XeLaTeX: Unicode font fallback for unsupported characters

Note: This post is 7 years old. Some information may no longer be correct or even relevant. Please, keep this in mind while reading.

Traditionally I only used to use LaTeX to typeset documents, and it works perfectly when you have a single language script (e.g. only English or German). But as soon as you want to typeset Unicode text in multiple languages, you’re quickly out of luck. LaTeX is just not made for Unicode, and you need a lot of helper packages, documentation reading, and complicated configuration in your document to get it all right.

All I wanted was to typeset the following Unicode text. It contains regular latin characters, chinese characters, modern greek and polytonic (ancient) greek.

Latin text. Chinese text: 紫薇北斗星  Modern greek: Διαμ πριμα εσθ ατ, κυο πχιλωσοπηια Ancient greek: Μῆνιν ἄειδε, θεά, Πηληϊάδεω Ἀχιλῆος. And regular latin text.

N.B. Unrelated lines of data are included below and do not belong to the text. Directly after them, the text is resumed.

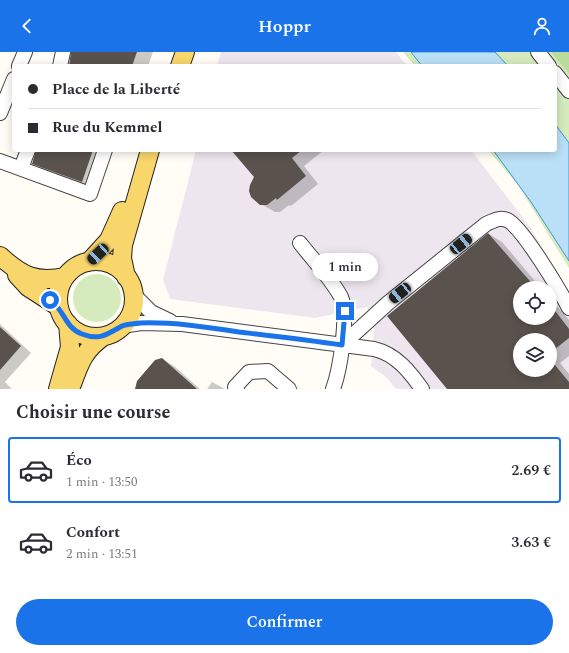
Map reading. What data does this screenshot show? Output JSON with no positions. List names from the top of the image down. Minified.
{"page":{"header":"Hoppr","banner":["Place de la Liberté","Rue du Kemmel"],"bubble":"1 min","heading":"Choisir une course","list":[{"name":"Éco","note":"1 min · 13:50","value":"2.69 €"},{"name":"Confort","note":"2 min · 13:51","value":"3.63 €"}],"buttons":"Confirmer"}}
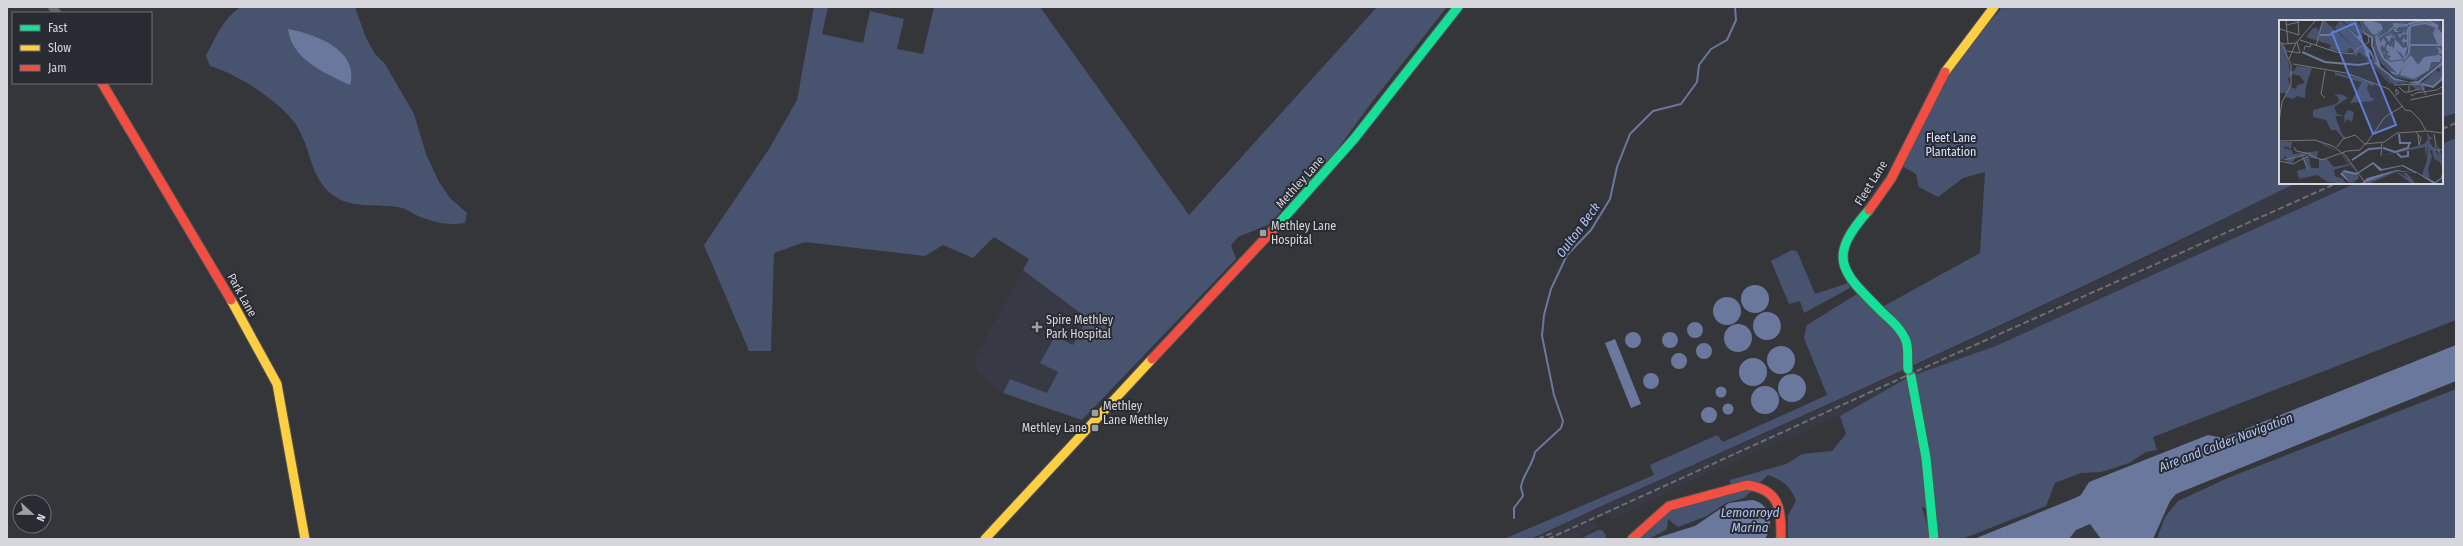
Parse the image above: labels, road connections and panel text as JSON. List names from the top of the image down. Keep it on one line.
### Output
{"streets":{"street":["Methley Lane","Fleet Lane","Park Lane"]},"water":["Oulton Beck","Aire and Calder Navigation","Lemonroyd Marina"],"parks":["Fleet Lane Plantation"],"places":{"transit":["Methley Lane Hospital","Methley Lane Methley","Methley Lane"],"health":["Spire Methley Park Hospital"]},"legend":["Fast","Slow","Jam"],"north":"right"}
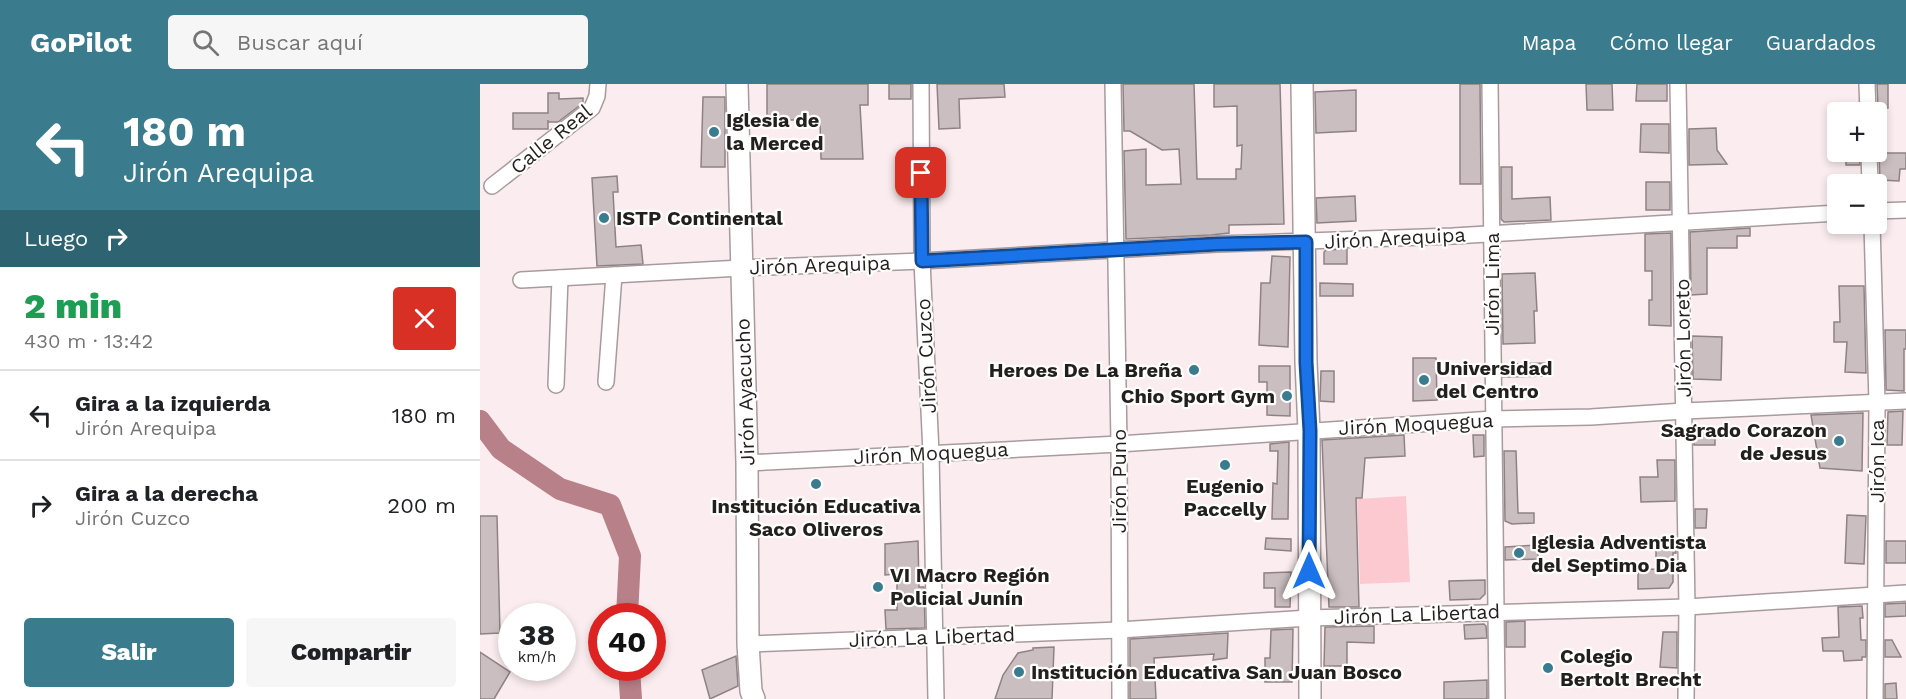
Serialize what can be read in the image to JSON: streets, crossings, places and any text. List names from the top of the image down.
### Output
{
  "streets": {
    "street": [
      "Calle Real",
      "Jirón Arequipa",
      "Jirón Lima",
      "Jirón Loreto",
      "Jirón Cuzco",
      "Jirón Ayacucho",
      "Jirón Moquegua",
      "Jirón Ica",
      "Jirón Puno",
      "Jirón La Libertad"
    ]
  },
  "crossings": [
    ["Jirón Arequipa", "Jirón Lima"],
    ["Jirón Arequipa", "Jirón Loreto"],
    ["Jirón Arequipa", "Jirón Cuzco"],
    ["Jirón Arequipa", "Jirón Ayacucho"],
    ["Jirón Arequipa", "Jirón Puno"],
    ["Jirón Lima", "Jirón Moquegua"],
    ["Jirón Lima", "Jirón La Libertad"],
    ["Jirón Loreto", "Jirón Moquegua"],
    ["Jirón Loreto", "Jirón La Libertad"],
    ["Jirón Cuzco", "Jirón Moquegua"],
    ["Jirón Cuzco", "Jirón La Libertad"],
    ["Jirón Ayacucho", "Jirón Moquegua"],
    ["Jirón Ayacucho", "Jirón La Libertad"],
    ["Jirón Moquegua", "Jirón Ica"],
    ["Jirón Moquegua", "Jirón Puno"],
    ["Jirón Ica", "Jirón La Libertad"],
    ["Jirón Puno", "Jirón La Libertad"]
  ],
  "places": [
    "Iglesia de la Merced",
    "ISTP Continental",
    "Heroes De La Breña",
    "Universidad del Centro",
    "Chio Sport Gym",
    "Sagrado Corazon de Jesus",
    "Eugenio Paccelly",
    "Institución Educativa Saco Oliveros",
    "Iglesia Adventista del Septimo Dia",
    "VI Macro Región Policial Junín",
    "Colegio Bertolt Brecht",
    "Institución Educativa San Juan Bosco"
  ],
  "page": {
    "header": "GoPilot",
    "search": "Buscar aquí",
    "nav": ["Mapa", "Cómo llegar", "Guardados"],
    "turn": ["180 m", "Jirón Arequipa"],
    "map_buttons": ["+", "−"],
    "then": "Luego",
    "heading": ["2 min", "430 m · 13:42"],
    "list": [
      {
        "name": "Gira a la izquierda",
        "note": "Jirón Arequipa",
        "value": "180 m"
      },
      {
        "name": "Gira a la derecha",
        "note": "Jirón Cuzco",
        "value": "200 m"
      }
    ],
    "speed": "38 km/h",
    "limit": "40",
    "buttons": ["Salir", "Compartir"]
  }
}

I thought it was a simple task. I thought: let’s just use XeLaTeX, which has out-of-the-box Unicode support. In the end, it was a simple task, but only after struggling to solve a particular problem. To show you the problem, I ran the following straightforward code through XeLaTeX…

\documentclass[]{book}

\usepackage{fontspec}

\begin{document}
Latin text. Chinese text: 紫薇北斗星 Modern greek: Διαμ πριμα εσθ ατ, κυο πχιλωσοπηια
Ancient greek: Μῆνιν ἄειδε, θεά, Πηληϊάδεω Ἀχιλῆος. And regular latin text.
\end{document}

… and the following PDF was produced:

XeLaTeX rendering Computer Modern font with unsupported unicode characters
XeLaTeX rendering Computer Modern font with unsupported unicode characters

It turns out that the missing unicode characters are not XeLaTeX’s fault. The problem is that the used font (XeLaTeX by default uses a slightly more encompassing Computer Modern font) has not all unicode characters implemented. To implement all unicode characters in a single font (about 1.1 million characters) is a monumental task, and there are only a small handful of fonts whose maintainers aim to have full support of all characters (one of them is GNU FreeFont, which is already part of the Debian distribution, and therefore available to XeLaTeX).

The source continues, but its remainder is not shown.